Introduction

Intraocular lens (IOL) dislocation is one of the most common complications requiring surgical treatment following cataract surgery1. With improvements in surgical techniques, the occurrence of other complications decreased overtime; however, the incidence of IOL dislocation increased1,2. Thus, the use of secondary IOL implantation for managing IOL dislocation is predicted to further increase.

Secondary IOL implantation involves various surgical techniques, including iris fixation3, retropupillary iris claw IOL implantation4, four-haptic IOL fixation5, and sutured scleral fixation6. Recently, Yamane et al.7 reported a new surgical technique, namely, sutureless flanged IOL fixation, in which two IOL haptics are fixed to the sclera by attaching the haptic ends to the flange with cauterization. Owing to its shorter operating time and similar effective visual outcomes to conventional sutured scleral fixation8, this technique has been widely employed.

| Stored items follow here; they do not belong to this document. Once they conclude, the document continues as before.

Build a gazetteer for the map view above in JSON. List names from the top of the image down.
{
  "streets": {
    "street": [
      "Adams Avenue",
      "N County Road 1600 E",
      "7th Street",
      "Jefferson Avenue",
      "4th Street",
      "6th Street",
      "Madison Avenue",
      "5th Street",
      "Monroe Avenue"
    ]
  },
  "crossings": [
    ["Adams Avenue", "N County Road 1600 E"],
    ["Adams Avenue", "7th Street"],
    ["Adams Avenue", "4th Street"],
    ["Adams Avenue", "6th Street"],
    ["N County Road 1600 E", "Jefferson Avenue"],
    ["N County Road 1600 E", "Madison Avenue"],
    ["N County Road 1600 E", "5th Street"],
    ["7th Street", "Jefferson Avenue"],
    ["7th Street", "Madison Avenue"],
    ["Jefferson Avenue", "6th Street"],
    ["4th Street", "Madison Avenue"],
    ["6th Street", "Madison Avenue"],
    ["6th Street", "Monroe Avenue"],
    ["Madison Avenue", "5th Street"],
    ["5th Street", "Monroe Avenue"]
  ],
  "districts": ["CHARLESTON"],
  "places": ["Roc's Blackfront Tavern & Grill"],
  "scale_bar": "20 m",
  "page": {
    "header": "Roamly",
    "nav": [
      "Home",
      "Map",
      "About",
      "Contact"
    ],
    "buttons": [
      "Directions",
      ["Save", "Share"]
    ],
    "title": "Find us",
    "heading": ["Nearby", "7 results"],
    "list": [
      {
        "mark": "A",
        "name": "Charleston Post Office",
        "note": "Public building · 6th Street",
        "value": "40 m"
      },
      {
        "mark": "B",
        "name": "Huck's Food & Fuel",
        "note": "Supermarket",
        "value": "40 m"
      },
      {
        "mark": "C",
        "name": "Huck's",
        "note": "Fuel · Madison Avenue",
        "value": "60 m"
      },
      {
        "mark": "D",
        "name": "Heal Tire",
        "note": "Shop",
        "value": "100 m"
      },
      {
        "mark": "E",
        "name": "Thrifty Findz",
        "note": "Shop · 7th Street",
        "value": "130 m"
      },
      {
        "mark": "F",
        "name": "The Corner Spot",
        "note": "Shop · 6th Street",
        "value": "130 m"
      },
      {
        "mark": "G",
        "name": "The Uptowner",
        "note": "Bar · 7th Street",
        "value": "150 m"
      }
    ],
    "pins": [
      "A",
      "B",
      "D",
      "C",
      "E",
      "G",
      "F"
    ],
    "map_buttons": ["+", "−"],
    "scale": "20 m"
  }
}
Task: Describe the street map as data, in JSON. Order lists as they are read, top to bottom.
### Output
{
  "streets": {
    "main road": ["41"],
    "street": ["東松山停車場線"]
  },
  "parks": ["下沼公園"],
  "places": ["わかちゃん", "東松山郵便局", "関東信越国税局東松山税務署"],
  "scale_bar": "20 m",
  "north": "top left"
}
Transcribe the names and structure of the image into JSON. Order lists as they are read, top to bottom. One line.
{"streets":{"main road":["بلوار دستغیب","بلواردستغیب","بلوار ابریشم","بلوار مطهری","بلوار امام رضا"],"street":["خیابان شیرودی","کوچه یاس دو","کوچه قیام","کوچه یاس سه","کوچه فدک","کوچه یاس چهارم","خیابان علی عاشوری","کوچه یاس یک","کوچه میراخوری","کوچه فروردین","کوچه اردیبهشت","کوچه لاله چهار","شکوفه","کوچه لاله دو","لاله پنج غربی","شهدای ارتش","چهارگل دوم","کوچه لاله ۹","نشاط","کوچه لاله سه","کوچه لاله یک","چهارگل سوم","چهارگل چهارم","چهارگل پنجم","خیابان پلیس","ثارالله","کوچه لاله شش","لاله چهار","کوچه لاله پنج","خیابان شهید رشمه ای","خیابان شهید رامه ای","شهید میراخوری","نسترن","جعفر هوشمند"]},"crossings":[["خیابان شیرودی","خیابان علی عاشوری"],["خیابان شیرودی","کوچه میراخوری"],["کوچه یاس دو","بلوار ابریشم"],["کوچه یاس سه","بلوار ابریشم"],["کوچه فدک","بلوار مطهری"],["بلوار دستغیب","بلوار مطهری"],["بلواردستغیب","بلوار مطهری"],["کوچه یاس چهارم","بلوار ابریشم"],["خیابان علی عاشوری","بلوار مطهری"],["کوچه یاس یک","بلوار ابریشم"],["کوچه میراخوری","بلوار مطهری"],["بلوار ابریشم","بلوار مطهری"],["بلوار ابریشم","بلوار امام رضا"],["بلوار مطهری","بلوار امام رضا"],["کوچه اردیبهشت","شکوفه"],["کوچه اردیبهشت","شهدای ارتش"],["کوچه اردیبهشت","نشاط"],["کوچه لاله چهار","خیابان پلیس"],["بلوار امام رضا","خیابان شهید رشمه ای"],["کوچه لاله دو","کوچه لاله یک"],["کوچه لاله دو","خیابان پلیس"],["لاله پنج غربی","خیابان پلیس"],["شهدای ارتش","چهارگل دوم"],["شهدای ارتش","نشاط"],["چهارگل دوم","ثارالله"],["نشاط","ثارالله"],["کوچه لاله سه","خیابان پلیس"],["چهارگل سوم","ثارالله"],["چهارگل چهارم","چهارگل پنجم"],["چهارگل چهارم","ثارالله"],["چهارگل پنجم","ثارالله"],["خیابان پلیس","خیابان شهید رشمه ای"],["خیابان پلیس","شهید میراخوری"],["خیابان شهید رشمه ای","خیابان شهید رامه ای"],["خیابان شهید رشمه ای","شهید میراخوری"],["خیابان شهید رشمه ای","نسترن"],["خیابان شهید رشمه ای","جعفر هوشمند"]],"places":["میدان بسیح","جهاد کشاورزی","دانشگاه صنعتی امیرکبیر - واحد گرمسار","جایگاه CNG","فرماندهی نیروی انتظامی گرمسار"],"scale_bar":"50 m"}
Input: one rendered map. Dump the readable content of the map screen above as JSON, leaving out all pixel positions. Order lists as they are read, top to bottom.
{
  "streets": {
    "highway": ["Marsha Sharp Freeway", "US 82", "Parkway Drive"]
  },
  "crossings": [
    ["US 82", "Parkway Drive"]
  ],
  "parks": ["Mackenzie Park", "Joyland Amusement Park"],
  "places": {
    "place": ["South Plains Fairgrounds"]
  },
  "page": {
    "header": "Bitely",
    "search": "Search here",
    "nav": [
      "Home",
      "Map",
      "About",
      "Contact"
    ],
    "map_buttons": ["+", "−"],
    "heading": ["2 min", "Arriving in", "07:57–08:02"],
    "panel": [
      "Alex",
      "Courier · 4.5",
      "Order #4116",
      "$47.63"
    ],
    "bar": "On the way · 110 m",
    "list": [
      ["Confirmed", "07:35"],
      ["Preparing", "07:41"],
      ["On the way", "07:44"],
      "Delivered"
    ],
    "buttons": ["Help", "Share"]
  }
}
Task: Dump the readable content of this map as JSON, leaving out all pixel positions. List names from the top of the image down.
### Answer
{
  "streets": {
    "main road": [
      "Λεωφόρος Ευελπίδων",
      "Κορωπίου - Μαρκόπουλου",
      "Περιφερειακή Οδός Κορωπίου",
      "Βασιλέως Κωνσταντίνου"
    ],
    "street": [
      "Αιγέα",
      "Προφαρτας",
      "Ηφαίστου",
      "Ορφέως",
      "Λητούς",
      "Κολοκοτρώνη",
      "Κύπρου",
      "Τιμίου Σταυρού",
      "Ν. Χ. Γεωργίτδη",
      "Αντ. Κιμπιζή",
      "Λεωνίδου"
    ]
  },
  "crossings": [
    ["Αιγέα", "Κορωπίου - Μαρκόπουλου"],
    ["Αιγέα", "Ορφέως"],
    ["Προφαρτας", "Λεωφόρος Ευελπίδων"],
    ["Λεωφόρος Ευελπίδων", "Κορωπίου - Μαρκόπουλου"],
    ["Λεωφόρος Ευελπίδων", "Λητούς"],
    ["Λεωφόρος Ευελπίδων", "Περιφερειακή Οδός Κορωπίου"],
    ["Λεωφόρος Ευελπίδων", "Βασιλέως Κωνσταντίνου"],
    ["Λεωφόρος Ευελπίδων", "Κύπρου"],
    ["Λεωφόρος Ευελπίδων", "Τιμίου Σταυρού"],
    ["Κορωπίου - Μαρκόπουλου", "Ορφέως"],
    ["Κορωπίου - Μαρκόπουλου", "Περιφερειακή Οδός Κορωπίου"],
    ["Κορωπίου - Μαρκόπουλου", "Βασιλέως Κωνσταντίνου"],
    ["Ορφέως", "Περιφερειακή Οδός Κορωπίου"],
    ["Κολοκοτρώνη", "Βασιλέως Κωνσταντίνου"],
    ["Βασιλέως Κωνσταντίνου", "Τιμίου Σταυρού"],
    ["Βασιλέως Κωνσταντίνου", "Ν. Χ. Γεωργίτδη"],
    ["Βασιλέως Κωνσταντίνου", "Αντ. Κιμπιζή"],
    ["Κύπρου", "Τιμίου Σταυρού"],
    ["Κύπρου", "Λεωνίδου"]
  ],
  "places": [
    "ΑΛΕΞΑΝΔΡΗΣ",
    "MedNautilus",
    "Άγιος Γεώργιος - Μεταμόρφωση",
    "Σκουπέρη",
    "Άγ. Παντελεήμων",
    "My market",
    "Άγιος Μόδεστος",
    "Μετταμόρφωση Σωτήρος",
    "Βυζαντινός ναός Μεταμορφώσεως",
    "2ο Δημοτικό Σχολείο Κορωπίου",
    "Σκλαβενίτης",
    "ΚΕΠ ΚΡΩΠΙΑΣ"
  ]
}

Typical secondary IOL implantation, including flanged IOL fixation, was performed after dislocated IOL removal through the corneal incision site. This procedure may damage corneal endothelial cells. Severe reduction of corneal endothelial cell density (ECD) following intraocular surgery may cause serious complications such as bullous keratopathy. However, if the flanged IOL fixation is used to reuse a dislocated IOL, the needle and haptic of the dislocated IOL can be directly docked in the vitreous cavity. Therefore, in this technique, IOL removal, corneal incision, and any additional manipulation in the anterior chamber are not required. Thus, flanged IOL fixation with repositioned dislocated IOL is assumed to be less traumatic and associated with less corneal changes. In this study, we compared the clinical outcomes, including corneal changes of flanged IOL fixation with IOL exchange and repositioned dislocated IOL for the treatment of IOL dislocation.

Methods

This retrospective, consecutive, comparative interventional case series was conducted at the Nune Eye Hospital, South Korea, after approval of the Institutional Review Board of Nune Eye Hospital (IRB No. 230207-01), and all investigations adhered to the tenets of the Declaration of Helsinki. All study participants provided an informed consent. The medical records of all consecutive patients who underwent flanged IOL fixation combined with 25-gauge pars plana vitrectomy for the treatment of IOL dislocation in the Nune Eye Hospital from March 2019 to February 2022 were reviewed. The exclusion criteria included any other retinal diseases (retinal detachment, age-related macular degeneration, diabetic retinopathy, and retinal vein occlusion), corneal diseases (corneal opacity, corneal laceration, and corneal dystrophy), and other ocular diseases that can affect visual acuity (glaucoma and traumatic optic neuropathy).

Surgical techniques

All surgeries were performed by a single surgeon (JRD). Using the CONSTELLATION Vision System (Alcon Laboratories, Inc., Duluth, GA, USA), all patients underwent 25-gauge pars plana vitrectomy. After vitrectomy, the reusability of the dislocated IOL was evaluated intraoperatively. If the dislocated IOL was one-piece or if a deformity was present, including IOL optics opacification, IOL optics damage, IOL haptic curvature deformation, or optic–haptic junction in a dislocated three-piece IOL, the dislocated IOL was removed via corneal incision and flanged IOL fixation with a new three-piece IOL (exchanged IOL fixation group) was performed, as previously described by Yamane et al.7 Briefly, after insertion of the new three-piece IOL (Tecnis ZA9003; Abbott Medical Optics Inc., Santa Ana, CA, USA) into the anterior chamber, two transconjunctival angled sclerotomies were performed 2 mm from the limbus at 4 and 10 o’clock using a 30-gauge thin-wall needle (TSK ultrathin wall needle; Tochigi Seiko, Tochigi, Japan). Two haptics of the IOL were docked into the 30-gauge needle lumen using retinal forceps in the anterior chamber. After extraction of the haptic out of the conjunctiva, the haptic ends were cauterized to make a flange through ophthalmic cautery.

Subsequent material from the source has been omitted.